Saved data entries
== Segment start ==

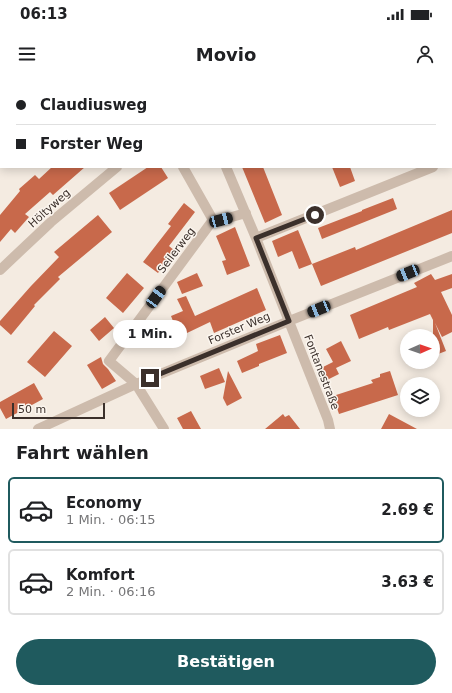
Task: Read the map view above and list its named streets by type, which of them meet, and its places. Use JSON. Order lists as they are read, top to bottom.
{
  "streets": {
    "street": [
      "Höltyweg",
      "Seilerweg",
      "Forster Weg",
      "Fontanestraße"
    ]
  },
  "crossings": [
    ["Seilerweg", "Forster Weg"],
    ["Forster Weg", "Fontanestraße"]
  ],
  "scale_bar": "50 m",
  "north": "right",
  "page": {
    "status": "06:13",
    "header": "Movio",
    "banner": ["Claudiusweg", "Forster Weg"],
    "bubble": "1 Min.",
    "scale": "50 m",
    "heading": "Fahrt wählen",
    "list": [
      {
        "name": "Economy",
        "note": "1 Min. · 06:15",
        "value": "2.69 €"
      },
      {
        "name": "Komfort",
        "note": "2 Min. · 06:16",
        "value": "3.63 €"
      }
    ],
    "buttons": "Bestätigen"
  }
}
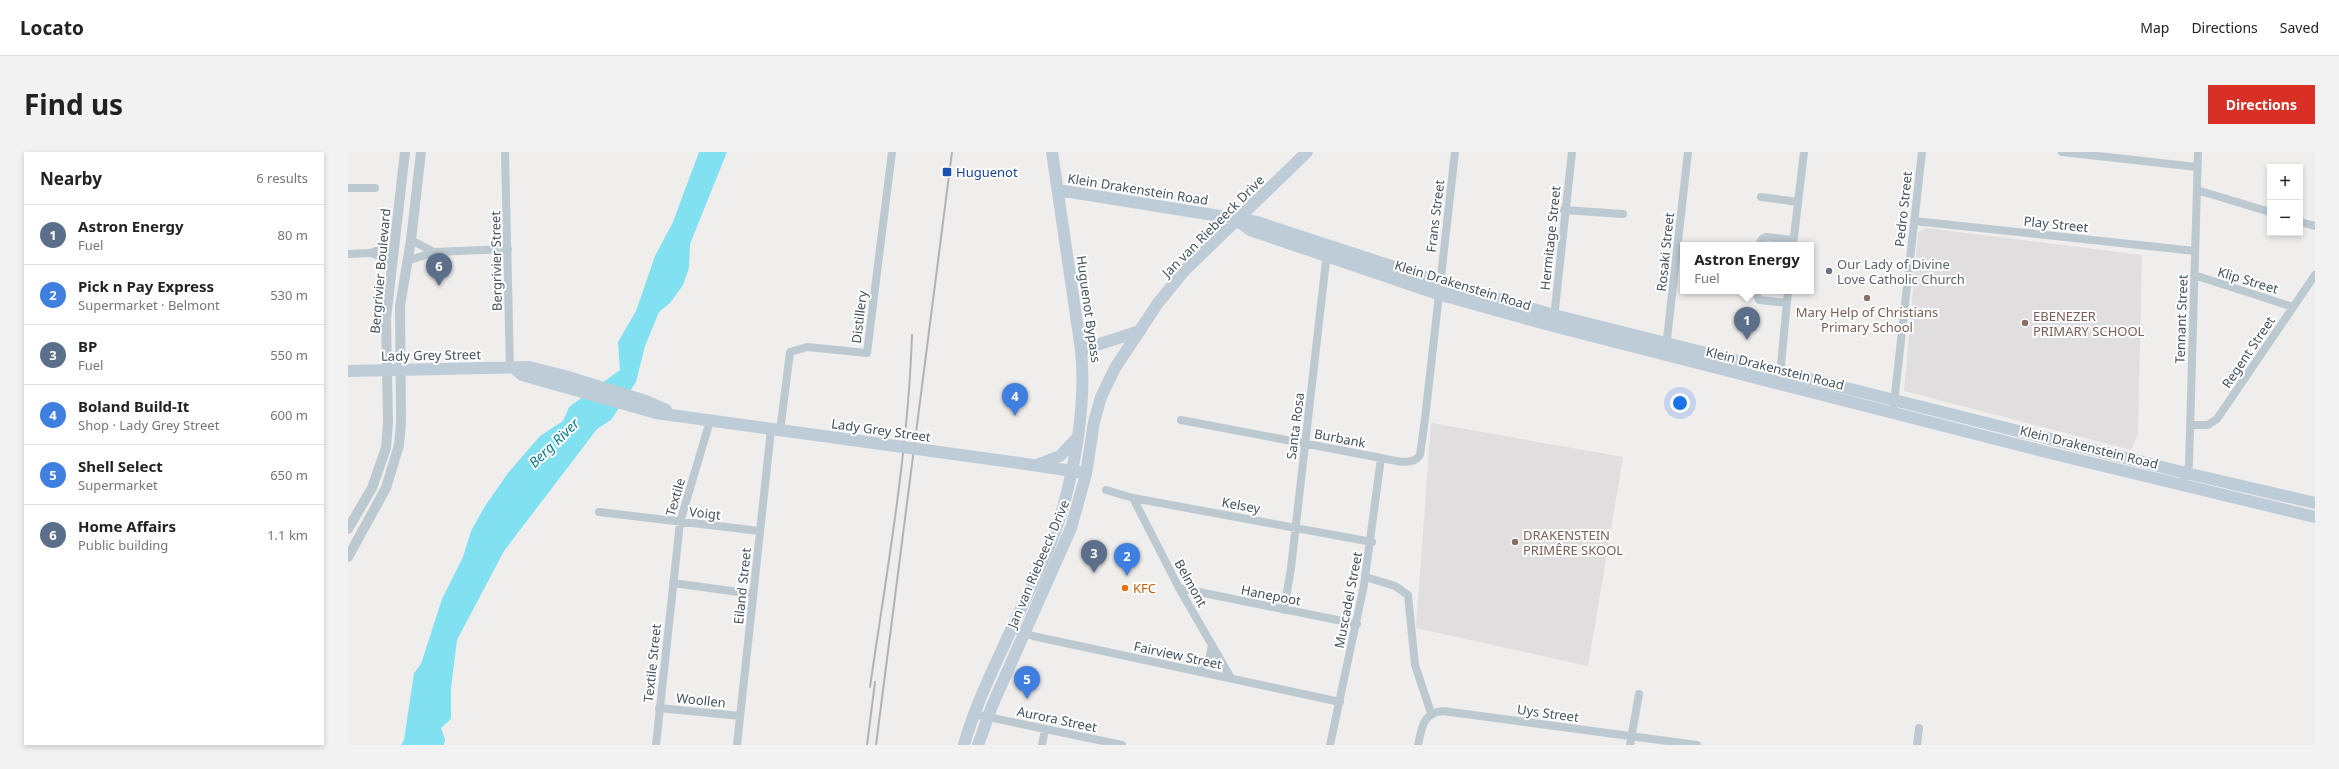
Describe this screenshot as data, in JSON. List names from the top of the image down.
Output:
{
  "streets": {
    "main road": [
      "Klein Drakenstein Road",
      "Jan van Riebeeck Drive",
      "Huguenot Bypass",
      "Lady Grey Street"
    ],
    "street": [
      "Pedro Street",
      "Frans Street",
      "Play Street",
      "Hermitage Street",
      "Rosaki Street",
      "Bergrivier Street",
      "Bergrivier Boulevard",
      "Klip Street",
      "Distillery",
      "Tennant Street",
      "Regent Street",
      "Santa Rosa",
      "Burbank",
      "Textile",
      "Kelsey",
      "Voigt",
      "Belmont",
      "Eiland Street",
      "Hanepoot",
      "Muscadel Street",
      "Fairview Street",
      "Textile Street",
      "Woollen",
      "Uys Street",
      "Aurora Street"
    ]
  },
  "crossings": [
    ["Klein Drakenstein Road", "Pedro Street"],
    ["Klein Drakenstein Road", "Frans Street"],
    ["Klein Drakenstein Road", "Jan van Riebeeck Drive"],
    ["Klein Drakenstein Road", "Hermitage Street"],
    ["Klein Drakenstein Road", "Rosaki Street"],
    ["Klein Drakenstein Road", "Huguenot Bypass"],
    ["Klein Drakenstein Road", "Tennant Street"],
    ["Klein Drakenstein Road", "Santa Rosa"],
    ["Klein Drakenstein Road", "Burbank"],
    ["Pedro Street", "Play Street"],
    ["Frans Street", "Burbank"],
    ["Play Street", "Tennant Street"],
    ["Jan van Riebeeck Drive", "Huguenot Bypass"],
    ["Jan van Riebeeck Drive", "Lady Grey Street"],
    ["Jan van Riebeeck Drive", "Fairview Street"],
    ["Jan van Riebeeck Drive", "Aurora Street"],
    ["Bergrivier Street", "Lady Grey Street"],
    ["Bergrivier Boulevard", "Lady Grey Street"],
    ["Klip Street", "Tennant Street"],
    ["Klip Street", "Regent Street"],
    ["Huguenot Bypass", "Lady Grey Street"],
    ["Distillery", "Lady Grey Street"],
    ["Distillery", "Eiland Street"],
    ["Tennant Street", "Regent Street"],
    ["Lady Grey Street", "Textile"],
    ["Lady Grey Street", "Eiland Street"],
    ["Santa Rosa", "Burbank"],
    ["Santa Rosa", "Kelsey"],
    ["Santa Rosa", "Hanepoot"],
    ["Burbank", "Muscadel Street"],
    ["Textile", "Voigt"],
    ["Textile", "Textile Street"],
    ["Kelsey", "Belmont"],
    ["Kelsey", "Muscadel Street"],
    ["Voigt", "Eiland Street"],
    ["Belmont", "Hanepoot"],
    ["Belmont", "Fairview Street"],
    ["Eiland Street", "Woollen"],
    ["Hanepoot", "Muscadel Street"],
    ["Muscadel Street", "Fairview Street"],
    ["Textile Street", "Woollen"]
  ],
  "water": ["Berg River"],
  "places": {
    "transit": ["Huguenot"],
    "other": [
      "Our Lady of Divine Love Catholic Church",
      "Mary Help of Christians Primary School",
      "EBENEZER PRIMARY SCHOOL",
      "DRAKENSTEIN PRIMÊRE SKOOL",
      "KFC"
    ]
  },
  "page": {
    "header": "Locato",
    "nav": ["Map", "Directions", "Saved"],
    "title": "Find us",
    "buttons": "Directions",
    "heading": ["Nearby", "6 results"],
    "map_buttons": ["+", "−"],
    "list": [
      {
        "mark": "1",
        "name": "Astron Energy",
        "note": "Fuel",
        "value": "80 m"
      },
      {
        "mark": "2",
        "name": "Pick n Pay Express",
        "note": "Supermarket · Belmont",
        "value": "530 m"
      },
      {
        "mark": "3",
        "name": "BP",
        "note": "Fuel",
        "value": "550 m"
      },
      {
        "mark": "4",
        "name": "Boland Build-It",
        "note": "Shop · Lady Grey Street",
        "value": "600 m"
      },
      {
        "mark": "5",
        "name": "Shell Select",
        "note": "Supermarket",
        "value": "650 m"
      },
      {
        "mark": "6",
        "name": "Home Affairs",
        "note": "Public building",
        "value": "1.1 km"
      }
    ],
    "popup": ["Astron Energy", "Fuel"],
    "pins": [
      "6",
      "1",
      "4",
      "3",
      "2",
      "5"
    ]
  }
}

== Segment end ==
== Segment start ==

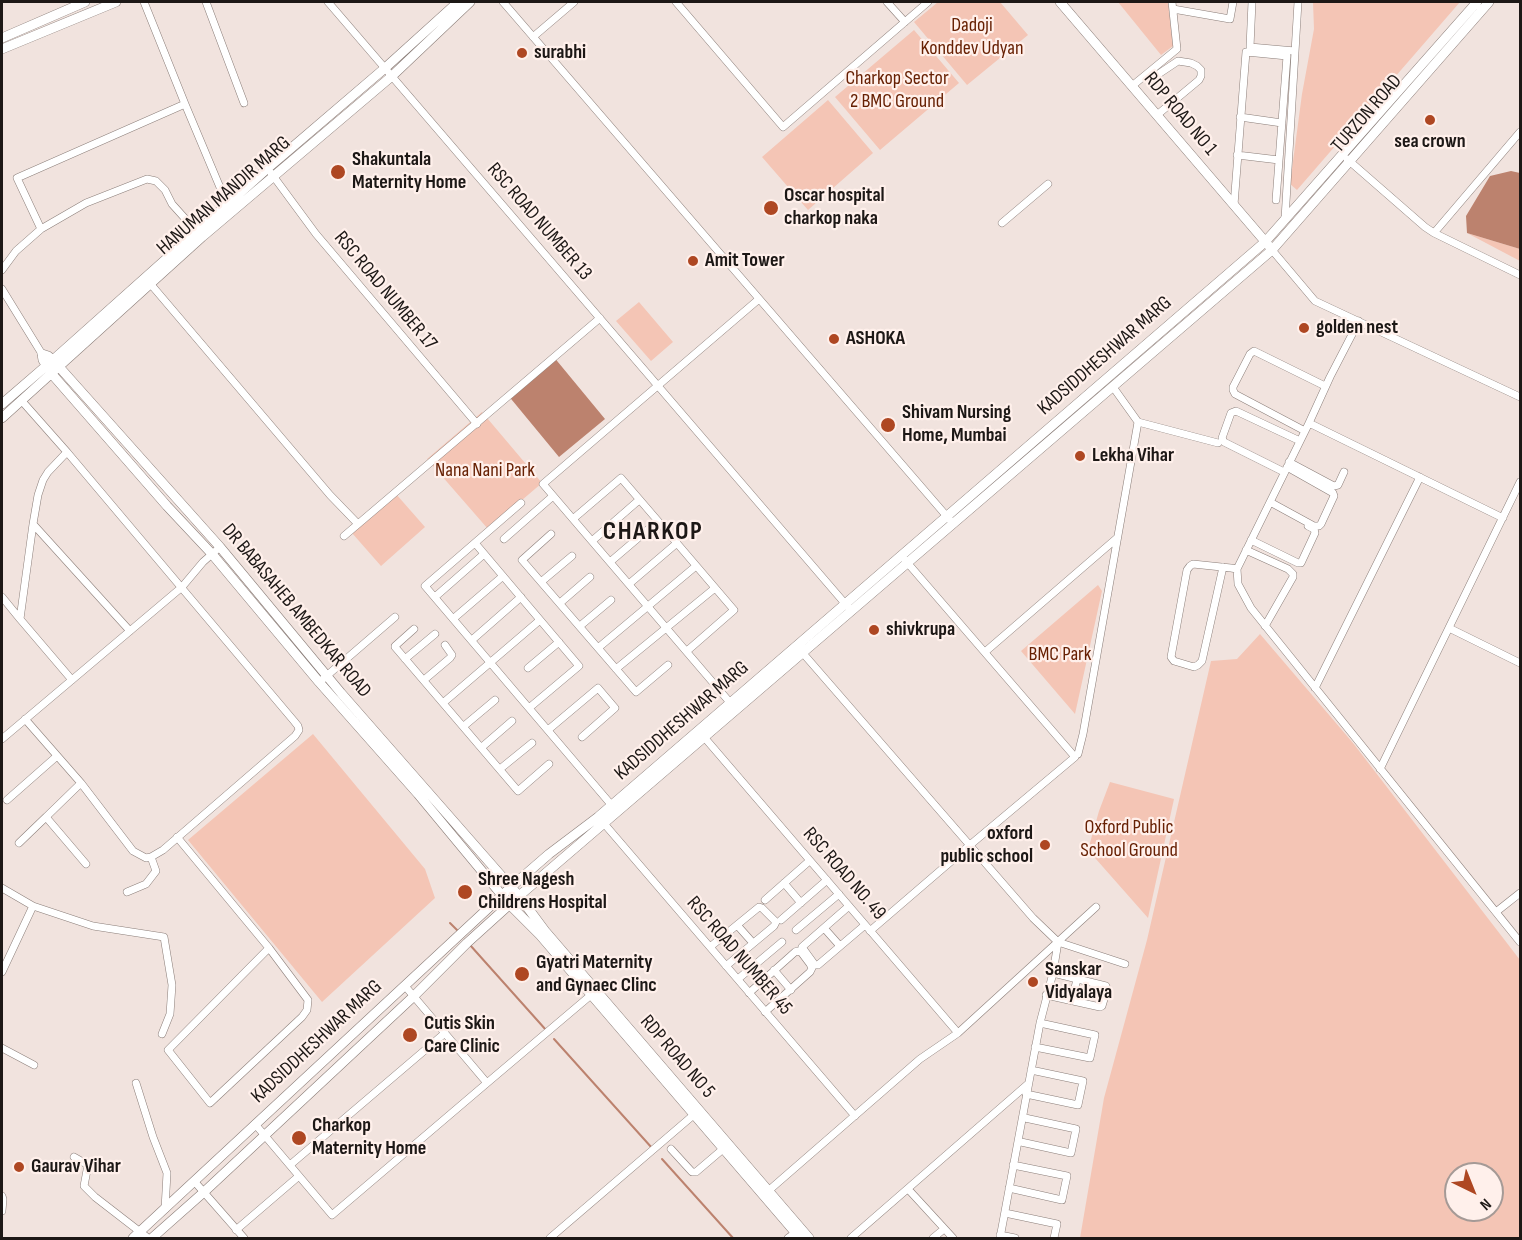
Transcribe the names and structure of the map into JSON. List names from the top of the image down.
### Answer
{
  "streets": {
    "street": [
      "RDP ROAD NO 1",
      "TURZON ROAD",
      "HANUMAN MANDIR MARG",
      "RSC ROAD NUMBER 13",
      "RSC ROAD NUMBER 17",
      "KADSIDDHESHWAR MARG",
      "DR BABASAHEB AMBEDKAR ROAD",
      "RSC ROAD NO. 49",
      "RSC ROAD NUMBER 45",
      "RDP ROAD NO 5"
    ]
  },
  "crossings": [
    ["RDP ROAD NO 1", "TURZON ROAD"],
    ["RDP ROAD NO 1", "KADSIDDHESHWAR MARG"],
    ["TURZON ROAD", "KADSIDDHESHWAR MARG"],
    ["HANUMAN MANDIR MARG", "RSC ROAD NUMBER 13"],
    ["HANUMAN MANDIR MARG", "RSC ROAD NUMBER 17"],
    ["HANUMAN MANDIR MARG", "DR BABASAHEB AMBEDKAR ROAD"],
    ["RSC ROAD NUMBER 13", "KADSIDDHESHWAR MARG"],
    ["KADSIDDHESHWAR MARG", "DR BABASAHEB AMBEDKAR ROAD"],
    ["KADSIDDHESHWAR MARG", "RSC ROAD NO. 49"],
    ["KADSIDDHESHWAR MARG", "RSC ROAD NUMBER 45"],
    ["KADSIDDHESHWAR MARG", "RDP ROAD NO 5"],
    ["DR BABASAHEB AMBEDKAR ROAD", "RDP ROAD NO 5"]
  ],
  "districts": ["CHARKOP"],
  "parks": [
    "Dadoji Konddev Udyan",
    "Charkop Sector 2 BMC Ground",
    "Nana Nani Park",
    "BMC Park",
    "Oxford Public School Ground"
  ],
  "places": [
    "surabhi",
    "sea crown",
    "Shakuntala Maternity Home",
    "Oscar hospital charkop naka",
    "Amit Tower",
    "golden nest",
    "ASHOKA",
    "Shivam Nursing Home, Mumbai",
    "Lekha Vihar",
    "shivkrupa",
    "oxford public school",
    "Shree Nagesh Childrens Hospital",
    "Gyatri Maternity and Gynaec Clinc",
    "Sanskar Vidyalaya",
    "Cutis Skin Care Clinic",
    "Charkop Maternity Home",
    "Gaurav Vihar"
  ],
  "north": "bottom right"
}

== Segment end ==

> WHAT THE TASK REQUIRES
Collect the lines of the data that carry the word "Directions".

> PROBLEM SOLUTION
    "nav": ["Map", "Directions", "Saved"],
    "buttons": "Directions",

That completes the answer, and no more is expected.